BEGIN Dataset records

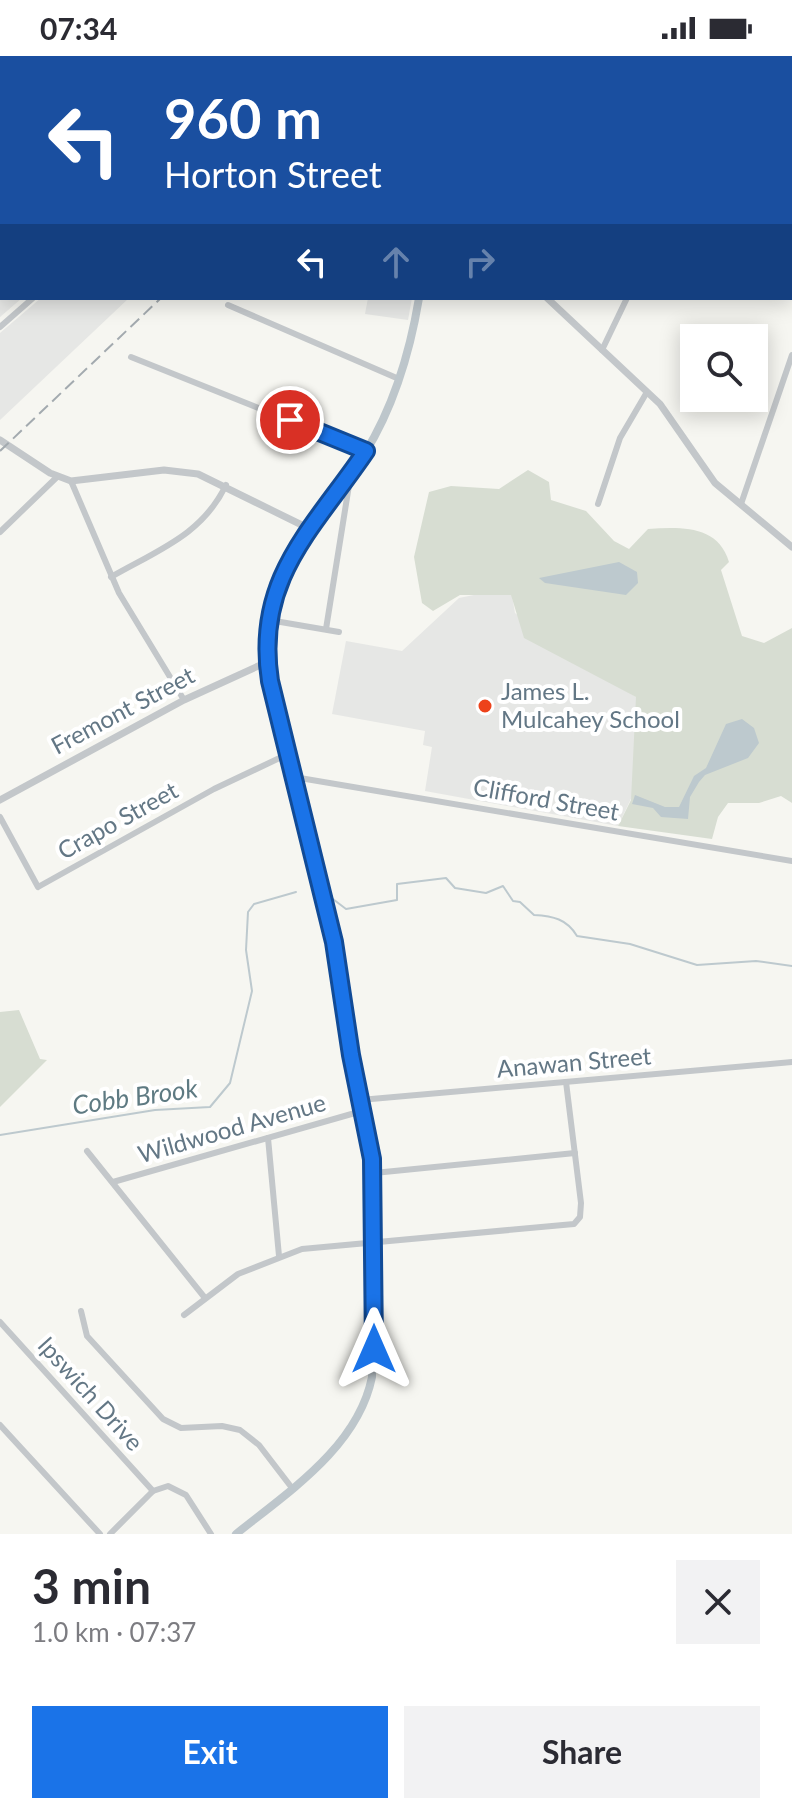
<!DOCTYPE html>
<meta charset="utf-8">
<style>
:root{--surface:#fff;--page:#f2f2f3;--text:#2b2b33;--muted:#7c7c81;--accent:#1a73e8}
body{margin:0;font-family:Lato,sans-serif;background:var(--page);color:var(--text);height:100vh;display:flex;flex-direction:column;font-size:30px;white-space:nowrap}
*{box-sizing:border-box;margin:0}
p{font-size:26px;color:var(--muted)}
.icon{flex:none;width:44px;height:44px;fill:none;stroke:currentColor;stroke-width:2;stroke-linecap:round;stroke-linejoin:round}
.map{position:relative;height:1478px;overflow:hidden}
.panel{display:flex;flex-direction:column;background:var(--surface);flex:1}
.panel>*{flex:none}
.guide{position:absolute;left:0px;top:0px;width:792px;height:244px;box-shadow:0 4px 20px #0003;background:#1a4fa0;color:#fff;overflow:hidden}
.buttons{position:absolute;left:680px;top:268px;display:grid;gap:16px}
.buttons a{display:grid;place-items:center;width:88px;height:88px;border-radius:0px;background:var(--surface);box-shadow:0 4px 20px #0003;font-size:40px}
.pin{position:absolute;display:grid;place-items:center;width:68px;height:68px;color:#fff;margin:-34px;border:4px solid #fff;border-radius:50%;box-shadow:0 2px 8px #0007}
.me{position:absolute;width:88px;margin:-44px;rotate:0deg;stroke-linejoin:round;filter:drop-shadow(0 0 6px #0008)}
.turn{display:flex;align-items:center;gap:28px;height:168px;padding:0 32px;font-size:36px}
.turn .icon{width:104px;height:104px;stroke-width:2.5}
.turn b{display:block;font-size:56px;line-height:68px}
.lanes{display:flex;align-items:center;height:76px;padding:0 32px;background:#0003;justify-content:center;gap:40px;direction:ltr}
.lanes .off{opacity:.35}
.round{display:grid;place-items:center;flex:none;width:84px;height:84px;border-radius:0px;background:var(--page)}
.summary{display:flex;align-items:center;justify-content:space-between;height:136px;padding:0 32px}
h1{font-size:48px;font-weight:700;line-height:60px}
.cta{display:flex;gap:16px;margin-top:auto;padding:16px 32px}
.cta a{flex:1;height:92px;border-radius:0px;background:var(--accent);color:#fff;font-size:32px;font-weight:700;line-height:92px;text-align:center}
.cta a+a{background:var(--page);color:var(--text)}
.status{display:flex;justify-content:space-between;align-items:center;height:56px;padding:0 40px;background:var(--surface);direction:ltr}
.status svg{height:22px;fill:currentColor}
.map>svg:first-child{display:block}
.built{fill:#e6e7e5}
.green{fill:#d7ddd2}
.water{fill:#bdc9ce}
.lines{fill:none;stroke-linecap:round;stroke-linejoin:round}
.stream{stroke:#bdc9ce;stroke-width:2}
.minor{stroke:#c3c7ca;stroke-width:6}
.tertiary{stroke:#c3c7ca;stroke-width:7}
.secondary{stroke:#bdc6cb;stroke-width:8}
.rail{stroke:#a3aaaf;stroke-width:2;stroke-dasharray:12 6;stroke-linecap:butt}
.route-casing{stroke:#114b97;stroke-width:20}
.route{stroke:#1a73e8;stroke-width:14}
.poi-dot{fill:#ed421a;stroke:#fff;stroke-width:3}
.labels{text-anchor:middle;stroke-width:8;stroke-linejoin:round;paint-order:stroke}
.poi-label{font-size:24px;fill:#637785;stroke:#fff;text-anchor:start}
.street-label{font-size:24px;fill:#637785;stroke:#fff}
.water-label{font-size:26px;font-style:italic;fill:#5e7a82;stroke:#fff}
</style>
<div class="status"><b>07:34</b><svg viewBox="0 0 49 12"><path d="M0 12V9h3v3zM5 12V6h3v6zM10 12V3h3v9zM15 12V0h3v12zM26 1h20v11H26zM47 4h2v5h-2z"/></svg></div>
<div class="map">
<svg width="792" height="1478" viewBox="0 0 792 1478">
<rect width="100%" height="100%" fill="#f6f6f1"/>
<g class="built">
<path d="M0,0H197L2,2V242H22L0,261Z"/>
<path d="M41,242H129L0,364V277Z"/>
<path d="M368,242H412L408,264L365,258Z"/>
<path d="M484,537L512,539L515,557L577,604L636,641L638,728L618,770L425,735L432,691L423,689L425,675L332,658L346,585L402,595L459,542Z"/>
</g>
<g class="green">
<path d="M528,414L549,426L551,444L586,455L614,485L629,493L648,473C681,471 718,469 729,506L721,514L742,580L764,587L792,572V747L781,740L759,747H728L718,761L712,783L618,770L631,744L636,641L524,582L511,539H460L433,555L422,547L414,501L429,436L451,430L499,433Z"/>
<path d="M19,954L40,1003L47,1004L0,1051V956Z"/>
</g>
<g class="water">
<path d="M619,506L637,516L638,527L626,539L545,527L539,522Z"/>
<path d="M742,663L754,672L759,687L748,702L705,719L699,726L690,741L688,763L661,761L653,752L632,748L635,739L665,751H679L694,720L706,712L726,668Z"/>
</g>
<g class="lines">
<g class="stream">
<path d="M329,840L346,853L397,844V828L446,822L455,832L486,837L503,830L513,845L520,846L534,859C553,860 567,863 577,880L630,888L697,909L756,905L792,910"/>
<path d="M0,1079L155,1054L210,1051L230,1027L252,935L246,894L248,856L254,848L296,836"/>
</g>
<g class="minor">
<path d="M301,2L303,0"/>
<path d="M606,2L607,0"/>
<path d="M724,2L725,0"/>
<path d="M228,249L399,323"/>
<path d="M0,271L33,242"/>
<path d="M602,294L627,242"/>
<path d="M131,301L366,395"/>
<path d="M71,425L119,537L184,644"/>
<path d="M598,448L620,382L647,336"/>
<path d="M741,448L792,299"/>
<path d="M0,476L57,421"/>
<path d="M111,521C158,494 202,479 226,429"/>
<path d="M269,564L339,576"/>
<path d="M326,573L350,423"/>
<path d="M294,721L792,805"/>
<path d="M0,761L38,831L214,733L288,698"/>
<path d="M360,1044L792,1006"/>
<path d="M268,1082L279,1200"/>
<path d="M87,1095L205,1242"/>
<path d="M374,1117L575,1097"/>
<path d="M113,1126L362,1055"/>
<path d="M81,1255L87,1280L163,1363L181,1372L222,1370L240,1374L259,1389L292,1432"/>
<path d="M184,1259L238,1218L302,1193L574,1168L580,1161L581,1147L566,1026"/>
<path d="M0,1266L153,1435"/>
<path d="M0,1369L100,1478"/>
<path d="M110,1478L153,1435L168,1430L186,1439L211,1478"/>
</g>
<g class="tertiary">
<path d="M547,242L660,348L715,427L792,491"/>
<path d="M0,384L50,417L71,425L164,414L198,418L310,473"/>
<path d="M0,744L184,644L267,606"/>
</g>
<g class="secondary">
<path d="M459,2L460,0"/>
<path d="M236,1478C288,1436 358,1391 372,1321V1103L351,999L334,886L270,625C251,516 317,478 365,397C394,350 410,296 419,242"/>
</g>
<g class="rail">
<path d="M408,2L410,0"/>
<path d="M0,395L161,242"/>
</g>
</g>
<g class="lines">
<g class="route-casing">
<path id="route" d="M290,364L366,395C314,472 254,522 270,625L334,886L351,999L372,1103L374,1293"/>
</g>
<use href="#route" class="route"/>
</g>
<circle class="poi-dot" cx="485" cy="650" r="8"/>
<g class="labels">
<g class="poi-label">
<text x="501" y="644">James L.<tspan x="501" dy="28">Mulcahey School</tspan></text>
</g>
<g class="street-label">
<text transform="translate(123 655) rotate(-28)" y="8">Fremont Street</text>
<text transform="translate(546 744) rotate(10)" y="8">Clifford Street</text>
<text transform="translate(118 765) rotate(-29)" y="8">Crapo Street</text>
<text transform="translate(574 1007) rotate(-5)" y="8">Anawan Street</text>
<text transform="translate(232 1073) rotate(-16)" y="8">Wildwood Avenue</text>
<text transform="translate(90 1338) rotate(48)" y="8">Ipswich Drive</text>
</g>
<g class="water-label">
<text transform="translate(135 1041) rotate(-8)" y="9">Cobb Brook</text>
</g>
</g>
</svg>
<div class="buttons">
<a><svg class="icon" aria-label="search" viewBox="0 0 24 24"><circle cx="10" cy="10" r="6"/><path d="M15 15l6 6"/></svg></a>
</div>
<div class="pin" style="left:290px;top:364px;background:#d93025"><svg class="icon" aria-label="arrive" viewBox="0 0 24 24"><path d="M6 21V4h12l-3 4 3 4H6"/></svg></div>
<svg class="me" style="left:374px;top:1293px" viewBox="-20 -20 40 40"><path d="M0-17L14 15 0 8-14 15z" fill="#1a73e8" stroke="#fff" stroke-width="4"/></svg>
<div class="guide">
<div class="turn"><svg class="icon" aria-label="left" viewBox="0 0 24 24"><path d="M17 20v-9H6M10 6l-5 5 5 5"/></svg><div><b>960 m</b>Horton Street</div></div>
<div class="lanes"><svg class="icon" aria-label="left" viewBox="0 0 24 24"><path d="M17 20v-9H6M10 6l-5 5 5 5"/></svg><svg class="icon off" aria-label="ahead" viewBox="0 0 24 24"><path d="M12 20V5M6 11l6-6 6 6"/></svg><svg class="icon off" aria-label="right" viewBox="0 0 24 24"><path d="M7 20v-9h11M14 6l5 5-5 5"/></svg></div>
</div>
</div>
<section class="panel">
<div class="summary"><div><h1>3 min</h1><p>1.0 km · 07:37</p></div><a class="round"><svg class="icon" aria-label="close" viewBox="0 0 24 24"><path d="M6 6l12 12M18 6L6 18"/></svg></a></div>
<div class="cta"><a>Exit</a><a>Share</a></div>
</section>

END Dataset records

_About this exercise:_ All that is needed is how many lines of the listing hold the word "linejoin", stated as one number.

_Result below:_ 4